И вся литературная жизнь столицы сводилась за весь этот двухлетний период к нескольким публичным чтениям, где публика могла слышать Некрасова, Тургенева («Довольно»), Достоевского, Полонского, Майкова, некоторых менее известных литераторов.
Даже то театральное любительство, о котором я говорил в предыдущей главе, стало банальнее и тусклее. В театрах ни одного нового сильного дарования; а приезды иностранных знаменитостей относятся опять-таки к предыдущей полосе.
Реформы, в виде предварительных работ, и земская и судебная, продолжались. Их обсуждали в журналах и газетах; но земство было сведено к очень тесным сословным рамкам. Судебные уставы явились в 1864 году; но новый суд начал действовать уже позднее, к 1866 году, когда меня уже не было в России.
Газетная пресса в те годы стала уже играть некоторую роль. Явился такой газетный публицист, как Катков; а в Петербурге «Санкт-Петербургские ведомости», теснимые цензурой, все-таки выдерживали свое либеральное обличье.
Тогда в газетном деле и у Корша и, позднее, у Краевского в «Голосе» амплуа воскресного фельетониста попало в особую честь.
Суворин (под псевдонимом «Незнакомца») казался тогда настоящим радикалом. Остальные фельетонисты были тусклее его.
Тогда же стала развиваться и газетная критика, с которой мы при наших дебютах совсем не считались. У Корша (до приглашения Буренина) писал очень дельные, хотя и скучноватые, статьи Анненков и писатели старших поколений. Тон был еще спокойный и порядочный. Забавники и остроумы вроде Суворина еще не успели приучить публику к новому жанру с личными выходками, пародиями и памфлетами всякого рода.
В толстых журналах уровень критики понизился. Добролюбова не мог заменить такой писатель, как Антонович. Да вскоре замолк и «Современник». Аполлон Григорьев при всех своих славянофильских увлечениях все-таки головой стоял выше тогдашнего уровня рецензентов — и общих и театральных.
О театре он писал горячо, стоял горой за Островского, за бытовую правдивую игру, поддерживал такое крупное дарование, как Павел Васильев, преклонялся перед Садовским.
Петербург впервые увидал тогда Садовского на Александринском театре в лучших его ролях. Там он явился и в новой для него роли Подхалюзина в «Свои люди — сочтемся!».
Литературно-художественная критика в журналах, несомненно, стояла не на высоте уровня самого творчества. Ведь только что минул год с тех пор, как появились «Отцы и дети». Тургенев хоть и решил было удалиться совсем с писательской арены, но все-таки дал «Призраки» и «Довольно». Некрасов был еще в полном расцвете своего таланта, так же как и Салтыков, который тогда только и начал давать меру своего сатирического дарования и беспощадного обличения тогдашней русской жизни. Да и поэты: Полонский, Фет, Майков, Тютчев — еще не замолкли.
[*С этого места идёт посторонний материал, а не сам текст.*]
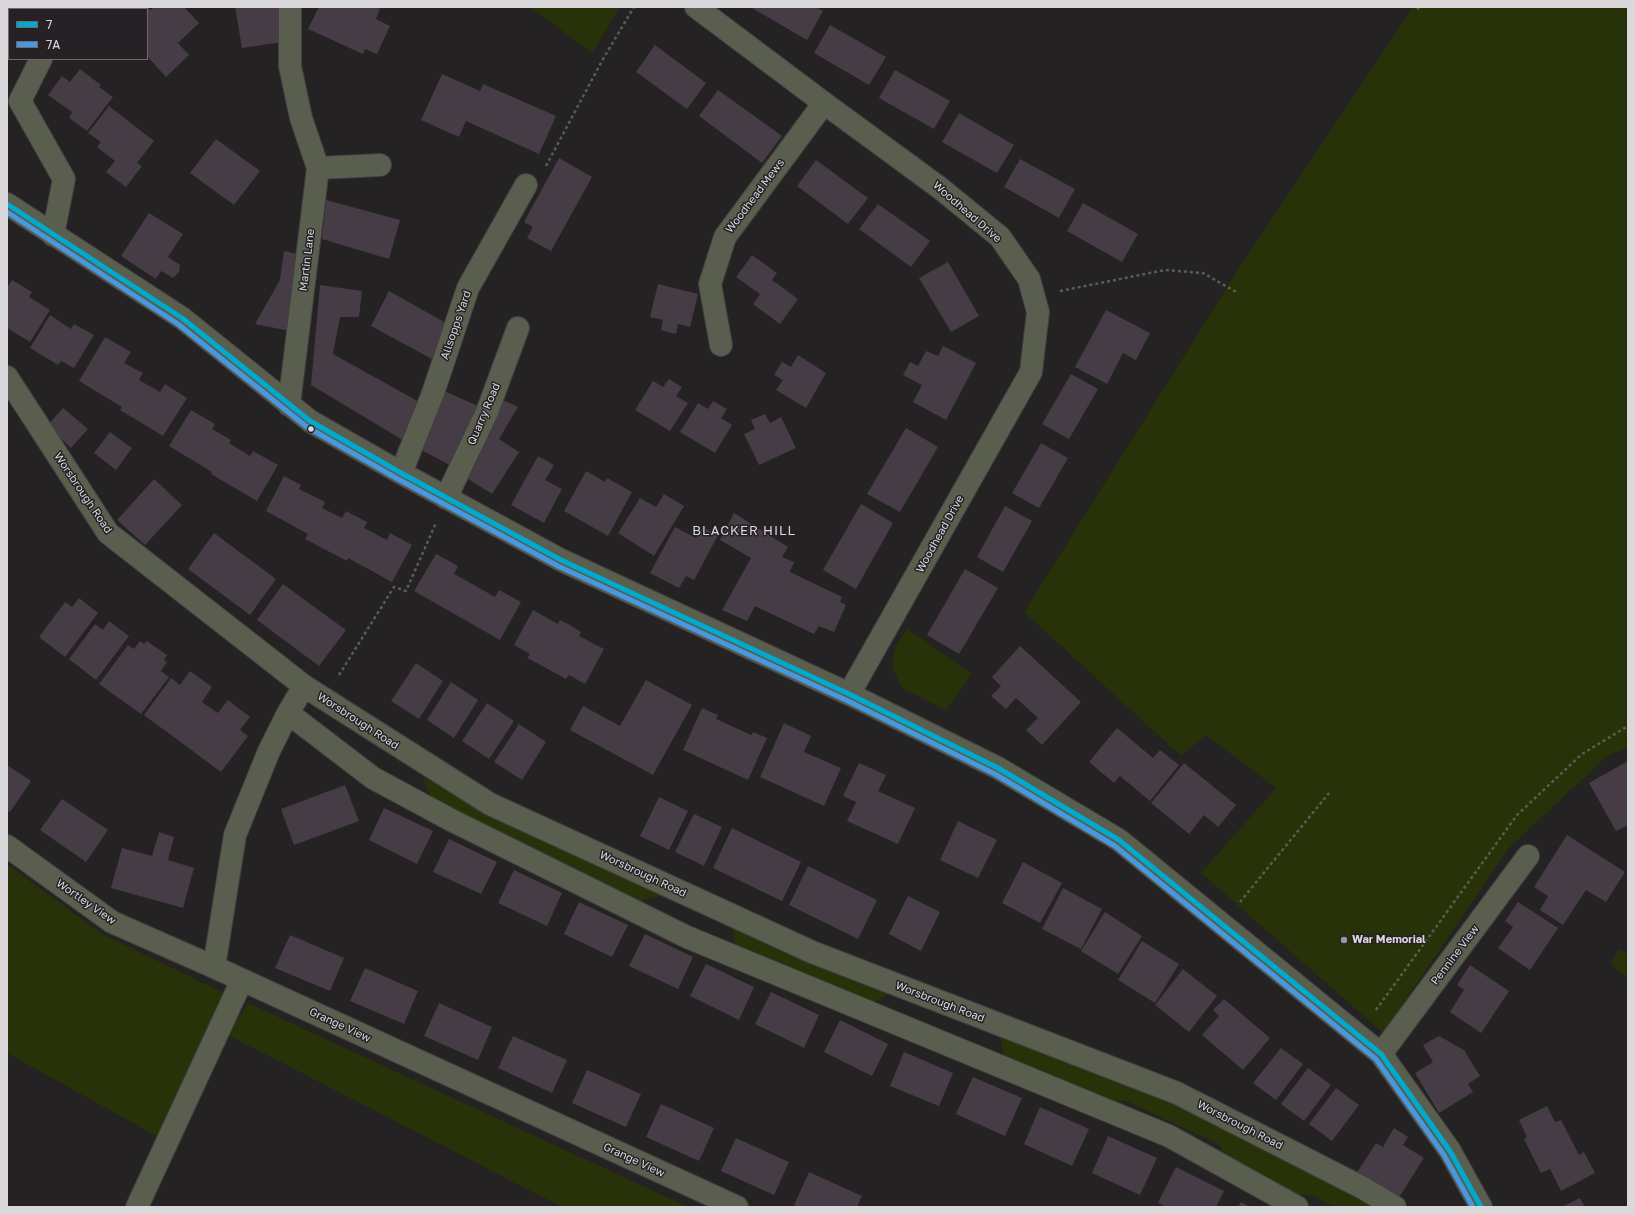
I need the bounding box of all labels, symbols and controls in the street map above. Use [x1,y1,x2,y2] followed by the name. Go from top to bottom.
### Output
[8,8,148,60] legend
[46,17,52,32] text: 7
[46,37,60,52] text: 7A
[723,156,787,236] street label: Woodhead Mews
[930,179,1004,245] street label: Woodhead Drive
[297,228,317,292] street label: Martin Lane
[438,289,474,361] street label: Allsopps Yard
[465,381,503,447] street label: Quarry Road
[306,424,316,434] unlabelled marker
[51,450,115,536] street label: Worsbrough Road
[913,493,967,575] street label: Woodhead Drive
[692,523,796,539] district label: BLACKER HILL
[315,690,401,752] street label: Worsbrough Road
[597,848,689,900] street label: Worsbrough Road
[54,877,118,927] street label: Wortley View
[1428,923,1482,987] street label: Pennine View
[1352,933,1426,947] place label: War Memorial
[1339,935,1349,945] marker: War Memorial
[894,979,986,1025] street label: Worsbrough Road
[307,1005,373,1045] street label: Grange View
[1195,1098,1285,1152] street label: Worsbrough Road
[601,1140,667,1180] street label: Grange View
Достоевский только что явился с такой вещью, как «Преступление и наказание».
Словесность, изящная литература, невзирая на цензуру, все-таки продолжала дело 60-х годов, и — повторяю — критика не была с нею на одном уровне.
После долгого закрытия университета молодежь вернулась в него еще в 1862 году. Но я не помню, чтобы она заявляла себя в двухлетний период 1863–1865 годов чем-нибудь выдающимся. Не было «историй», но академическая жизнь вошла в другую колею, гораздо более тусклую. Университет разом лишился своих лучших профессоров еще в 1861 году из-за столкновения с начальством: Кавелина, Костомарова, Спасовича, Утина, Пыпина, Стасюлевича; а профессор П. Павлов попал в ссылку за одно восклицание с эстрады: «Имеющие уши слышать — да слышат!»